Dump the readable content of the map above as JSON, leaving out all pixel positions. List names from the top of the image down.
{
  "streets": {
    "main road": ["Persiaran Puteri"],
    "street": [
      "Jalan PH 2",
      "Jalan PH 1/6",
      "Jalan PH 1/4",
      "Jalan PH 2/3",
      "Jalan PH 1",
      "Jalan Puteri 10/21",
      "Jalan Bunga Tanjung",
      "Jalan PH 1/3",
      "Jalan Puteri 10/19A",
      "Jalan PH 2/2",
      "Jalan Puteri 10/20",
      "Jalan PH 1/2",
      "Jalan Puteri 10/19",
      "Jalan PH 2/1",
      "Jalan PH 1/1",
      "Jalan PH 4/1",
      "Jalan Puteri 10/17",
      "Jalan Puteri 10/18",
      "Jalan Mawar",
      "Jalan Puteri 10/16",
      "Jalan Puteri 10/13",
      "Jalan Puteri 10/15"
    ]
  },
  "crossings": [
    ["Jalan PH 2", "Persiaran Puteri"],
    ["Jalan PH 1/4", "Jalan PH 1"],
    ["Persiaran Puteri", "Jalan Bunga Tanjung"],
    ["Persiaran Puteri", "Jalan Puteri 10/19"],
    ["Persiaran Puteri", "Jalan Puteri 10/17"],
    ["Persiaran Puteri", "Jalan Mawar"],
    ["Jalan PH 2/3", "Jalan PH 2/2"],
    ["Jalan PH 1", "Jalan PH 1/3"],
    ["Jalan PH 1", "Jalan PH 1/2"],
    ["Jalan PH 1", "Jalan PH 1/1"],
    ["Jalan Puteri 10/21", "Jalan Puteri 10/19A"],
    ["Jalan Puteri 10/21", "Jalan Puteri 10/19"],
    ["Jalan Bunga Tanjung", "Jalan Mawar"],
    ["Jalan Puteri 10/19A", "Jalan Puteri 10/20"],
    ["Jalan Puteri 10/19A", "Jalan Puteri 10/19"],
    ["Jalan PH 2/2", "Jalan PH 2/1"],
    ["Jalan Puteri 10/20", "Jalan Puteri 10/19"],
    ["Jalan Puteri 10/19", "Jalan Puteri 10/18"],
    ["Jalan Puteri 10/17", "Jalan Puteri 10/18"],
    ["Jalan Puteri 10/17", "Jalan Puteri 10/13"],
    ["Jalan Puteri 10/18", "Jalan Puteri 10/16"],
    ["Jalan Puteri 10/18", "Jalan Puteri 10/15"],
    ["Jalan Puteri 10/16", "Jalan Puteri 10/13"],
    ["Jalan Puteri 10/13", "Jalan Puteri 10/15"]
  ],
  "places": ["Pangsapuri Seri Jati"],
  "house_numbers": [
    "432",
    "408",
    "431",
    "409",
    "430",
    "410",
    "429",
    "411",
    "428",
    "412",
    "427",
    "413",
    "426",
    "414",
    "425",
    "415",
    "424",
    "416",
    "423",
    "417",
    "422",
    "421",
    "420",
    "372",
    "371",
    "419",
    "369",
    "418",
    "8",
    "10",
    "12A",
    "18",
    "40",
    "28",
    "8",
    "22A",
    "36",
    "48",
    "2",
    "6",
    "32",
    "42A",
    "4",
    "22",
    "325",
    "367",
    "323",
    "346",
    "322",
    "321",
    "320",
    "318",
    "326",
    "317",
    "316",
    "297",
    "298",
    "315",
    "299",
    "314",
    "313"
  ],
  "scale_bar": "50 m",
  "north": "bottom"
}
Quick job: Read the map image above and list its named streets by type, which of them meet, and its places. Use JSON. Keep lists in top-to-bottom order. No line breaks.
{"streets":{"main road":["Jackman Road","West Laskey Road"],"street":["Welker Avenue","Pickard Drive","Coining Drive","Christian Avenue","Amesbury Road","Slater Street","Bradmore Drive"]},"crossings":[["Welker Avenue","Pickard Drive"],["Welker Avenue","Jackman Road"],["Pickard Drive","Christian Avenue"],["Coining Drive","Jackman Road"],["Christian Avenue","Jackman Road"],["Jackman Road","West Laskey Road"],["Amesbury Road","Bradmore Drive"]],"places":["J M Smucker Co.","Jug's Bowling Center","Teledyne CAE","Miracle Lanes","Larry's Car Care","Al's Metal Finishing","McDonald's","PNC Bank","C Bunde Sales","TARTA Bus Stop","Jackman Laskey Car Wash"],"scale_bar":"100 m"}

-=-=-

Task item
Exact copies of all the records are required.

Written answer
Dump the readable content of the map above as JSON, leaving out all pixel positions. List names from the top of the image down.
{
  "streets": {
    "main road": ["Persiaran Puteri"],
    "street": [
      "Jalan PH 2",
      "Jalan PH 1/6",
      "Jalan PH 1/4",
      "Jalan PH 2/3",
      "Jalan PH 1",
      "Jalan Puteri 10/21",
      "Jalan Bunga Tanjung",
      "Jalan PH 1/3",
      "Jalan Puteri 10/19A",
      "Jalan PH 2/2",
      "Jalan Puteri 10/20",
      "Jalan PH 1/2",
      "Jalan Puteri 10/19",
      "Jalan PH 2/1",
      "Jalan PH 1/1",
      "Jalan PH 4/1",
      "Jalan Puteri 10/17",
      "Jalan Puteri 10/18",
      "Jalan Mawar",
      "Jalan Puteri 10/16",
      "Jalan Puteri 10/13",
      "Jalan Puteri 10/15"
    ]
  },
  "crossings": [
    ["Jalan PH 2", "Persiaran Puteri"],
    ["Jalan PH 1/4", "Jalan PH 1"],
    ["Persiaran Puteri", "Jalan Bunga Tanjung"],
    ["Persiaran Puteri", "Jalan Puteri 10/19"],
    ["Persiaran Puteri", "Jalan Puteri 10/17"],
    ["Persiaran Puteri", "Jalan Mawar"],
    ["Jalan PH 2/3", "Jalan PH 2/2"],
    ["Jalan PH 1", "Jalan PH 1/3"],
    ["Jalan PH 1", "Jalan PH 1/2"],
    ["Jalan PH 1", "Jalan PH 1/1"],
    ["Jalan Puteri 10/21", "Jalan Puteri 10/19A"],
    ["Jalan Puteri 10/21", "Jalan Puteri 10/19"],
    ["Jalan Bunga Tanjung", "Jalan Mawar"],
    ["Jalan Puteri 10/19A", "Jalan Puteri 10/20"],
    ["Jalan Puteri 10/19A", "Jalan Puteri 10/19"],
    ["Jalan PH 2/2", "Jalan PH 2/1"],
    ["Jalan Puteri 10/20", "Jalan Puteri 10/19"],
    ["Jalan Puteri 10/19", "Jalan Puteri 10/18"],
    ["Jalan Puteri 10/17", "Jalan Puteri 10/18"],
    ["Jalan Puteri 10/17", "Jalan Puteri 10/13"],
    ["Jalan Puteri 10/18", "Jalan Puteri 10/16"],
    ["Jalan Puteri 10/18", "Jalan Puteri 10/15"],
    ["Jalan Puteri 10/16", "Jalan Puteri 10/13"],
    ["Jalan Puteri 10/13", "Jalan Puteri 10/15"]
  ],
  "places": ["Pangsapuri Seri Jati"],
  "house_numbers": [
    "432",
    "408",
    "431",
    "409",
    "430",
    "410",
    "429",
    "411",
    "428",
    "412",
    "427",
    "413",
    "426",
    "414",
    "425",
    "415",
    "424",
    "416",
    "423",
    "417",
    "422",
    "421",
    "420",
    "372",
    "371",
    "419",
    "369",
    "418",
    "8",
    "10",
    "12A",
    "18",
    "40",
    "28",
    "8",
    "22A",
    "36",
    "48",
    "2",
    "6",
    "32",
    "42A",
    "4",
    "22",
    "325",
    "367",
    "323",
    "346",
    "322",
    "321",
    "320",
    "318",
    "326",
    "317",
    "316",
    "297",
    "298",
    "315",
    "299",
    "314",
    "313"
  ],
  "scale_bar": "50 m",
  "north": "bottom"
}
Quick job: Read the map image above and list its named streets by type, which of them meet, and its places. Use JSON. Keep lists in top-to-bottom order. No line breaks.
{"streets":{"main road":["Jackman Road","West Laskey Road"],"street":["Welker Avenue","Pickard Drive","Coining Drive","Christian Avenue","Amesbury Road","Slater Street","Bradmore Drive"]},"crossings":[["Welker Avenue","Pickard Drive"],["Welker Avenue","Jackman Road"],["Pickard Drive","Christian Avenue"],["Coining Drive","Jackman Road"],["Christian Avenue","Jackman Road"],["Jackman Road","West Laskey Road"],["Amesbury Road","Bradmore Drive"]],"places":["J M Smucker Co.","Jug's Bowling Center","Teledyne CAE","Miracle Lanes","Larry's Car Care","Al's Metal Finishing","McDonald's","PNC Bank","C Bunde Sales","TARTA Bus Stop","Jackman Laskey Car Wash"],"scale_bar":"100 m"}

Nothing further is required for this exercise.